Wondering how genial, profane and disarmingly intolerant might translate.
‘What do you think, Lucy?’
She looked up at the framed photo over a stack of Jane’s esoteric books. An elderly woman in her winter poncho. The wide-brimmed hat throwing a tilted shadow across bird-of-prey features blurred by the process of turning away. Jane had found the picture in the vestry files and cleaned it up, had copies made and framed the original.
The only known portrait of Lucy Devenish who, like the old Indian warriors she’d so resembled, had probably thought cameras could steal your soul.
Merrily thought the picture looked unusually grey and flat this morning, lifeless.
The river was still frothing like cappuccino in the lamplight, but at least he wasn’t going anywhere new.

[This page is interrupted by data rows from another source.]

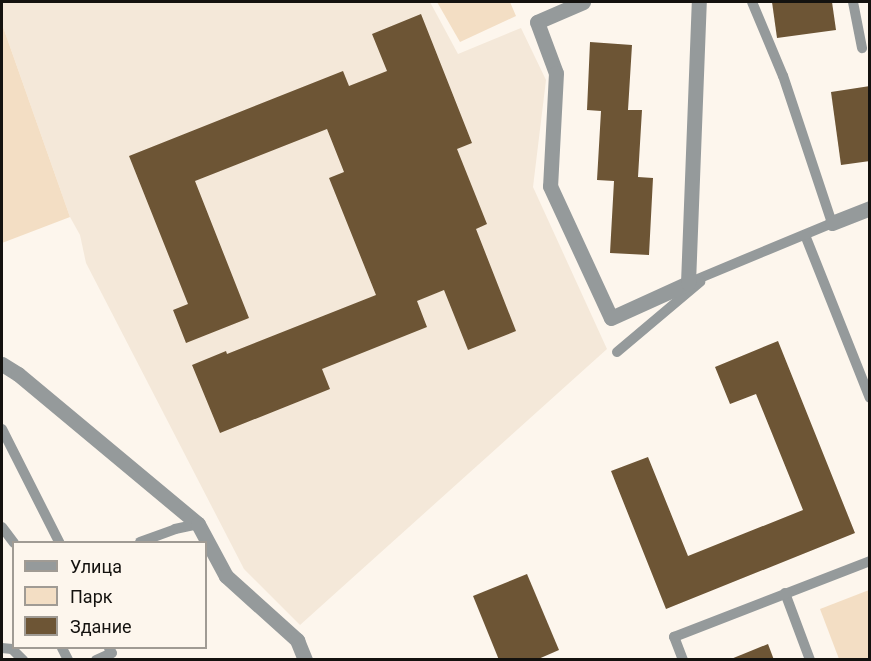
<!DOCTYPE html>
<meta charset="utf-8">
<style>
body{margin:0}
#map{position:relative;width:871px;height:661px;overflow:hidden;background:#fdf6ed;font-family:Roboto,sans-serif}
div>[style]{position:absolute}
.built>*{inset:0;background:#f4e8d9}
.green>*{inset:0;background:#f3dec4}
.building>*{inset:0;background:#6d5535}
.service>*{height:10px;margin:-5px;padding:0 5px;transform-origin:5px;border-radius:5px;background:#959a9b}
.minor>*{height:15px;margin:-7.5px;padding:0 7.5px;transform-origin:7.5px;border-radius:7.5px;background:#959a9b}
span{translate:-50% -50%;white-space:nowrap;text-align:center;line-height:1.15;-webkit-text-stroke:6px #fdf6ed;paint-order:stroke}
.frame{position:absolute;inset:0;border:3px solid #14120f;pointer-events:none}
.legend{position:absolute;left:12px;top:541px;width:195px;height:108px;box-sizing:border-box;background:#fdf6ed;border:2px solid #a09b94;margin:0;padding:8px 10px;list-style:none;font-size:18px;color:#14120f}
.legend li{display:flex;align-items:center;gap:12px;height:30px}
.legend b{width:30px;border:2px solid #a09b94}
</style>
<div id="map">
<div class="built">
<div style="clip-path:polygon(2px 2px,430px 2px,458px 54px,521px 28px,546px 80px,533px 187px,607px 349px,300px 625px,244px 569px,86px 263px,80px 235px,70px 217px,2px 24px)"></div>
</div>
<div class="green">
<div style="clip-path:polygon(437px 2px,510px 2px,516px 16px,460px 42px)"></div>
<div style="clip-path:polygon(2px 24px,70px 217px,2px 243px)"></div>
<div style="clip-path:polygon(869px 590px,869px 659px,839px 659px,820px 609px)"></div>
</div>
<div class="building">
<div style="clip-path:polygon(772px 2px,832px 2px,836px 30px,777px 38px)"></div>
<div style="clip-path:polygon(421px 14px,472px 143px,457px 149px,487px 224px,476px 229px,516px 331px,468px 350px,444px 290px,417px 301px,427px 327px,322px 369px,330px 389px,220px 433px,192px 365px,226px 351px,227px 354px,376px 295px,329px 178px,344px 172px,327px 129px,195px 181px,249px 318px,186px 343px,173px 310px,188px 304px,129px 156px,343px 71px,349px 86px,387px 71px,372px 34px)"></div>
<div style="clip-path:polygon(590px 42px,632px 45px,628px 110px,642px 110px,638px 177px,653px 178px,649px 255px,610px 253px,614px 181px,597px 180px,601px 111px,587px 110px)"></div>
<div style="clip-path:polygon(870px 86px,870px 161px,841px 165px,831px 92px)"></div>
<div style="clip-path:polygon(778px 341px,855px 533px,666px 609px,611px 471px,648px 457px,688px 556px,803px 510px,756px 394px,730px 404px,715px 367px)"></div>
<div style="clip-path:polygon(527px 574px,559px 650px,536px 660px,499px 660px,473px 596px)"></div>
<div style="clip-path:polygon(768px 644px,774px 660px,731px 660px,731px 659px)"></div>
</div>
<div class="service">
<div style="left:853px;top:2px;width:47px;rotate:78.9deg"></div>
<div style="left:805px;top:235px;width:175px;rotate:68.3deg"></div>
<div style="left:688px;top:283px;width:156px;rotate:-22.6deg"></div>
<div style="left:832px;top:223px;width:155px;rotate:-108.4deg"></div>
<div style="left:783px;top:76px;width:80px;rotate:-112.7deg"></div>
<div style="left:617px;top:352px;width:109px;rotate:-40.1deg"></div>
<div style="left:2px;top:429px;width:127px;rotate:63.2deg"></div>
<div style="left:2px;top:527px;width:20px;rotate:53deg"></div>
<div style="left:140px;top:542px;width:37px;rotate:-20deg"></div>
<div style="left:175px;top:529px;width:24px;rotate:-12deg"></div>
<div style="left:785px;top:593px;width:72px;rotate:69.5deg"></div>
<div style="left:2px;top:648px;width:10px;rotate:6deg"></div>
<div style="left:12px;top:649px;width:16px;rotate:45deg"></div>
<div style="left:62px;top:648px;width:13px;rotate:63deg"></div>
<div style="left:96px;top:660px;width:17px;rotate:-24deg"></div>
<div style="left:112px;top:653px;width:6px;rotate:-121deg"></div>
<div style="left:683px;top:660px;width:25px;rotate:-111deg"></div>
<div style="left:674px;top:637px;width:210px;rotate:-21.2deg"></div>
</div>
<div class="minor">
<div style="left:583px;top:2px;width:50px;rotate:156.5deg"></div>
<div style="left:537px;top:22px;width:54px;rotate:69.6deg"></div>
<div style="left:556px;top:73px;width:113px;rotate:93deg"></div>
<div style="left:550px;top:186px;width:145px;rotate:65.2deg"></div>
<div style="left:611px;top:318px;width:85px;rotate:-24.4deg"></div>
<div style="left:688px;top:283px;width:281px;rotate:-87.8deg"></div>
<div style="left:832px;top:223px;width:41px;rotate:-21.5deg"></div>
<div style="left:2px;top:364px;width:19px;rotate:32deg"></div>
<div style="left:18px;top:374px;width:234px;rotate:39.8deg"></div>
<div style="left:198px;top:524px;width:59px;rotate:61.7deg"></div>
<div style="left:226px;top:576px;width:96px;rotate:42deg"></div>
<div style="left:297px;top:640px;width:22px;rotate:68deg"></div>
</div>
<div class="frame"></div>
<ul class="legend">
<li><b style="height:8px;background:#959a9b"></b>Улица</li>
<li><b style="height:16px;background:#f3dec4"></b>Парк</li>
<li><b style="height:16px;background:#6d5535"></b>Здание</li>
</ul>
</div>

And the rain had eased. There was some ground mist, but the sky was clearing. Looking up, Jane saw the morning star pulsing like a distant lamp.
A breathing space. She walked slowly back up Church Street towards the square. Most of the guys at school hated getting up in the morning, but she’d never found it a problem. Around dawn you were more receptive to… impressions.